### Dataset excerpt
* * * *

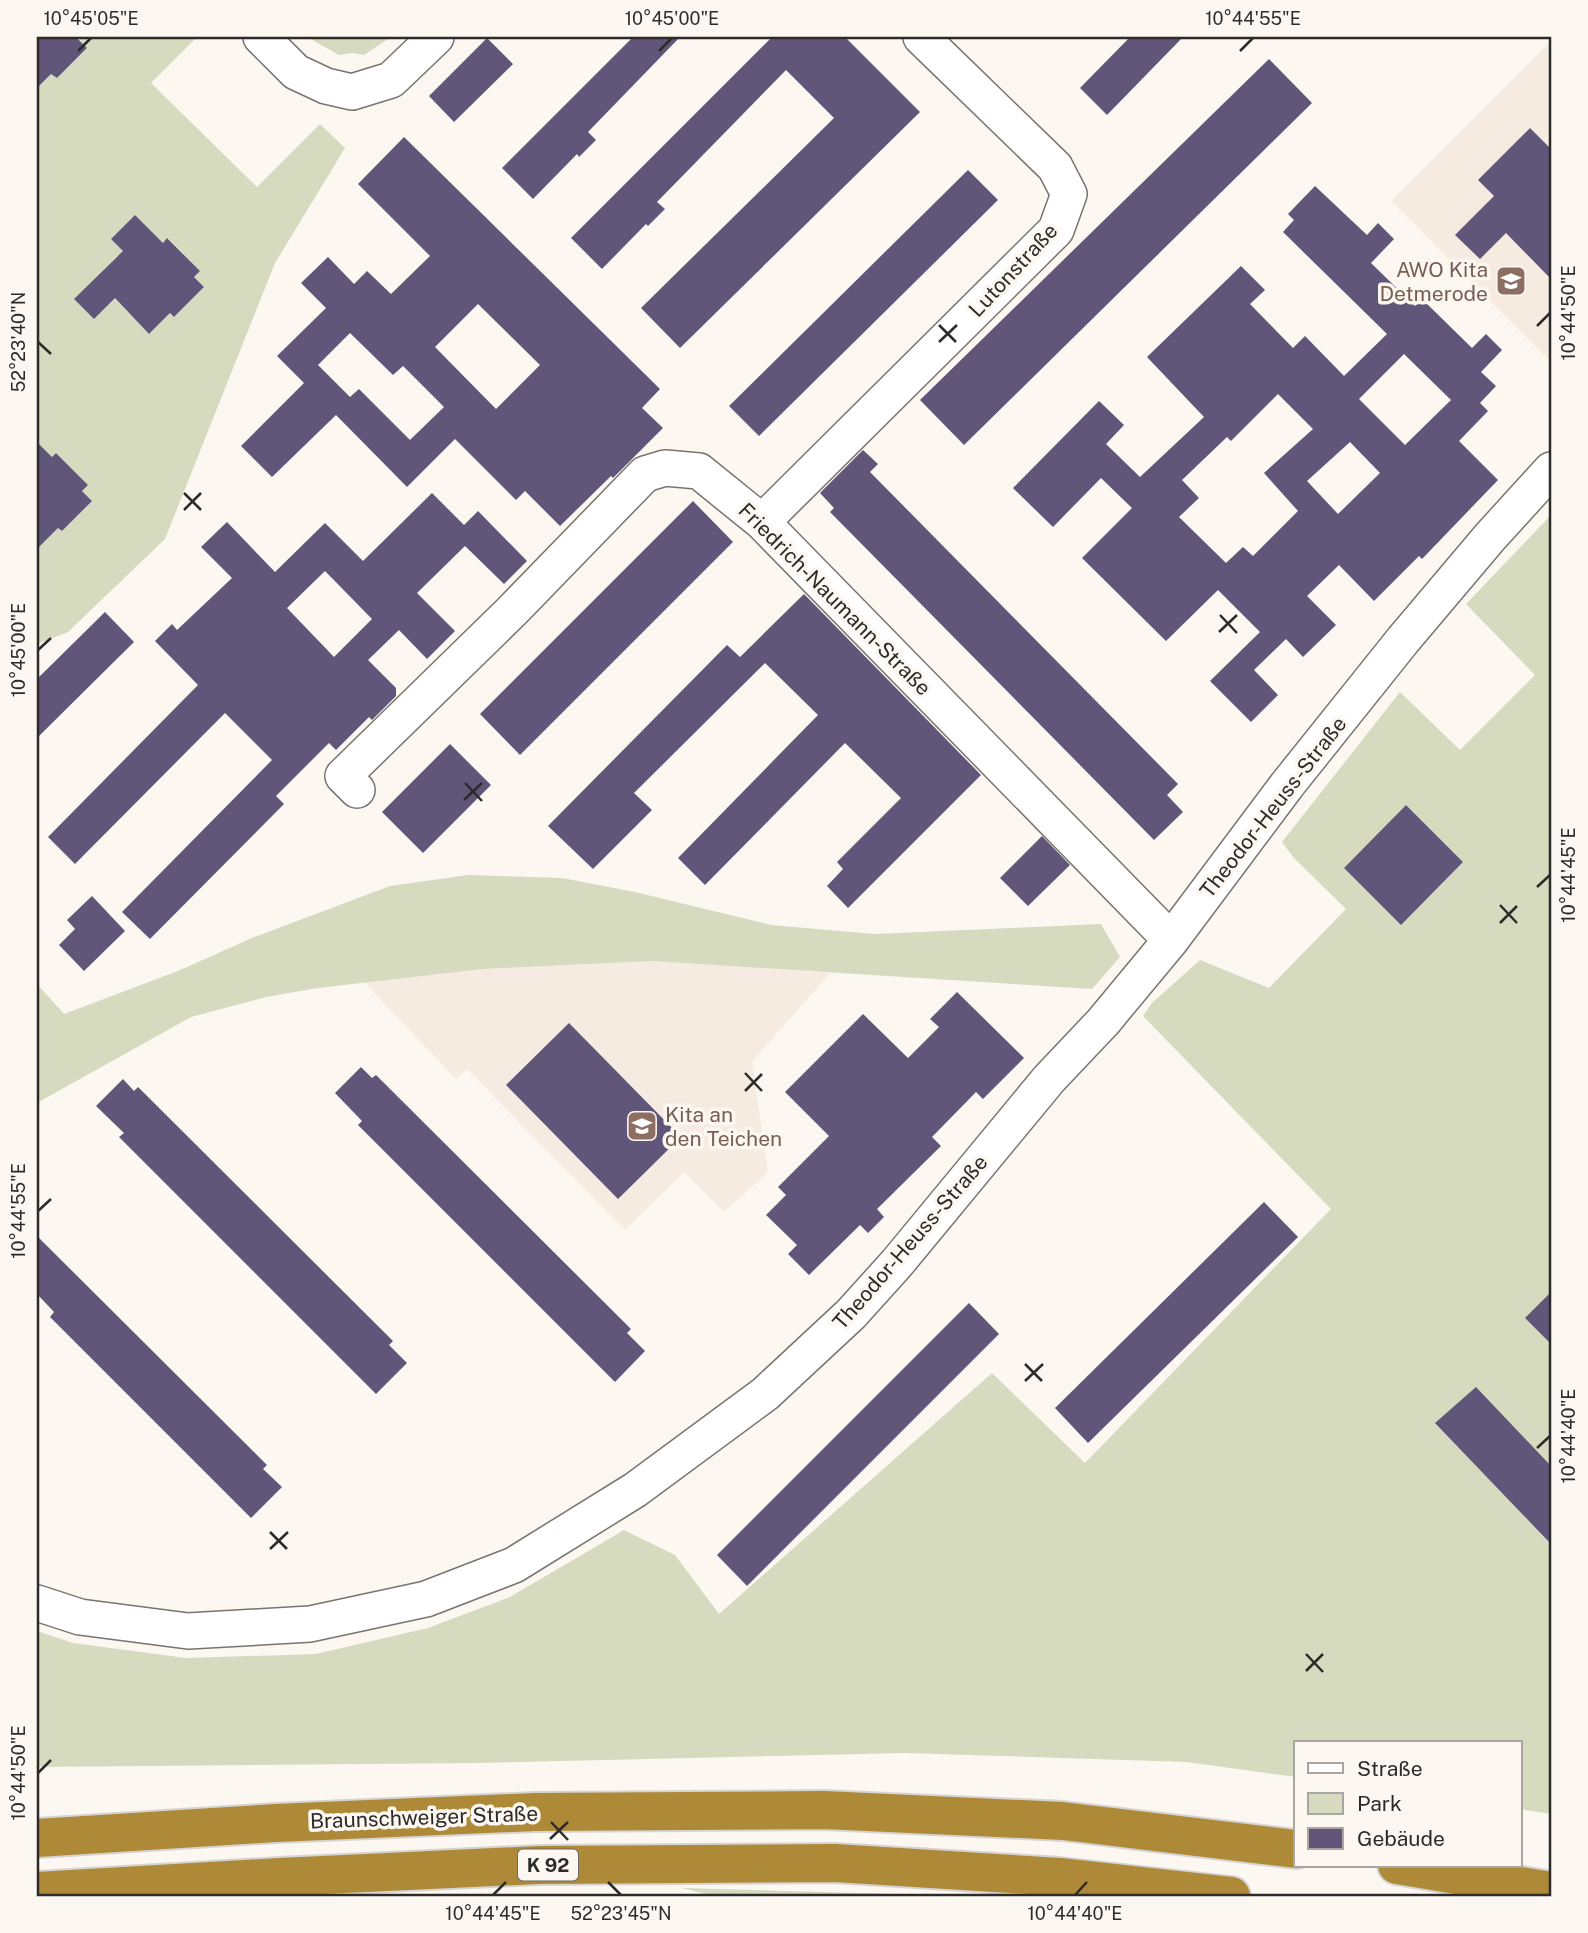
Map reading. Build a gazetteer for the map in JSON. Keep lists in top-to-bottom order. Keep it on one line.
{"streets":{"highway":["Braunschweiger Straße","K 92"],"street":["Lutonstraße","Friedrich-Naumann-Straße","Theodor-Heuss-Straße"]},"crossings":[["Lutonstraße","Friedrich-Naumann-Straße"],["Friedrich-Naumann-Straße","Theodor-Heuss-Straße"]],"places":{"school or university":["AWO Kita Detmerode","Kita an den Teichen"]},"legend":["Straße","Park","Gebäude"],"coordinates":["10°45'05\"E","10°45'00\"E","10°44'55\"E","10°44'50\"E","52°23'40\"N","10°44'45\"E","10°44'40\"E","52°23'45\"N"]}
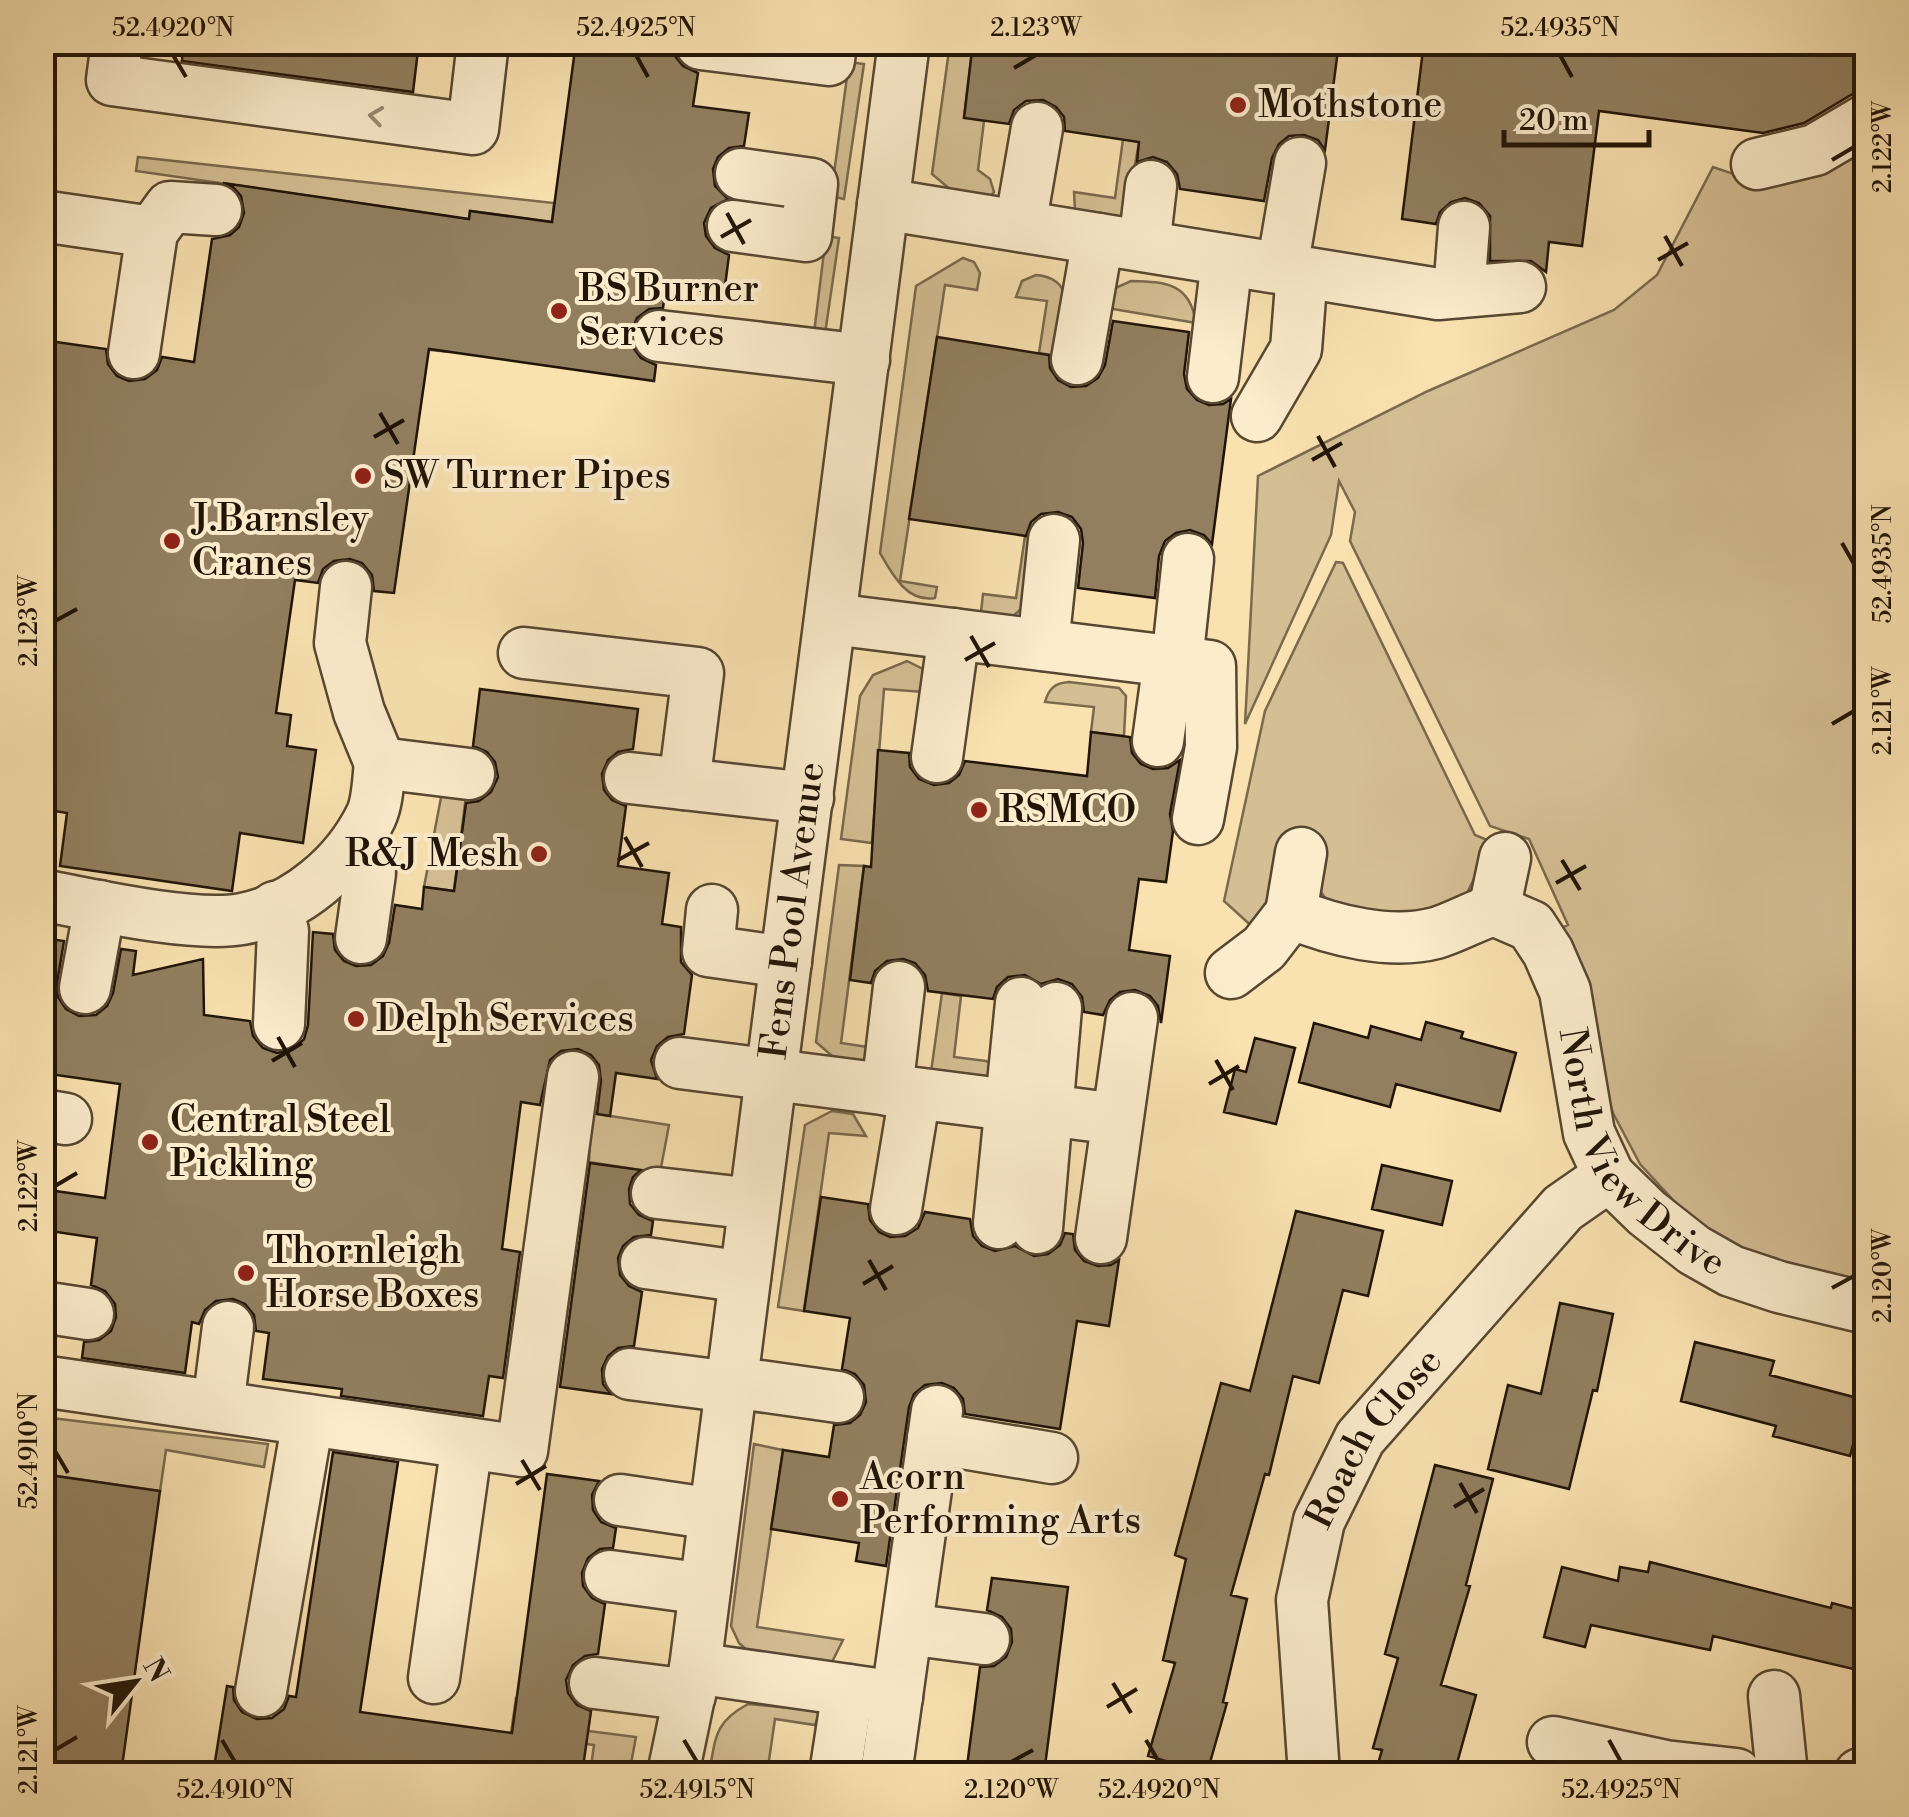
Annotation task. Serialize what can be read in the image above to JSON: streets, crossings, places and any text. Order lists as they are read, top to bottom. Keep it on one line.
{"streets":{"street":["Fens Pool Avenue","North View Drive","Roach Close"]},"crossings":[["North View Drive","Roach Close"]],"places":["Mothstone","BS Burner Services","SW Turner Pipes","J.Barnsley Cranes","RSMCO","R&J Mesh","Delph Services","Central Steel Pickling","Thornleigh Horse Boxes","Acorn Performing Arts"],"scale_bar":"20 m","north":"top right","coordinates":["52.4920°N","52.4925°N","2.123°W","52.4935°N","2.122°W","2.121°W","2.120°W","52.4910°N","52.4915°N"]}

* * * *

### Aim of the exercise
Copy the data word for word, no pictures.

### Finished task
Map reading. Build a gazetteer for the map in JSON. Keep lists in top-to-bottom order. Keep it on one line.
{"streets":{"highway":["Braunschweiger Straße","K 92"],"street":["Lutonstraße","Friedrich-Naumann-Straße","Theodor-Heuss-Straße"]},"crossings":[["Lutonstraße","Friedrich-Naumann-Straße"],["Friedrich-Naumann-Straße","Theodor-Heuss-Straße"]],"places":{"school or university":["AWO Kita Detmerode","Kita an den Teichen"]},"legend":["Straße","Park","Gebäude"],"coordinates":["10°45'05\"E","10°45'00\"E","10°44'55\"E","10°44'50\"E","52°23'40\"N","10°44'45\"E","10°44'40\"E","52°23'45\"N"]}
Annotation task. Serialize what can be read in the image above to JSON: streets, crossings, places and any text. Order lists as they are read, top to bottom. Keep it on one line.
{"streets":{"street":["Fens Pool Avenue","North View Drive","Roach Close"]},"crossings":[["North View Drive","Roach Close"]],"places":["Mothstone","BS Burner Services","SW Turner Pipes","J.Barnsley Cranes","RSMCO","R&J Mesh","Delph Services","Central Steel Pickling","Thornleigh Horse Boxes","Acorn Performing Arts"],"scale_bar":"20 m","north":"top right","coordinates":["52.4920°N","52.4925°N","2.123°W","52.4935°N","2.122°W","2.121°W","2.120°W","52.4910°N","52.4915°N"]}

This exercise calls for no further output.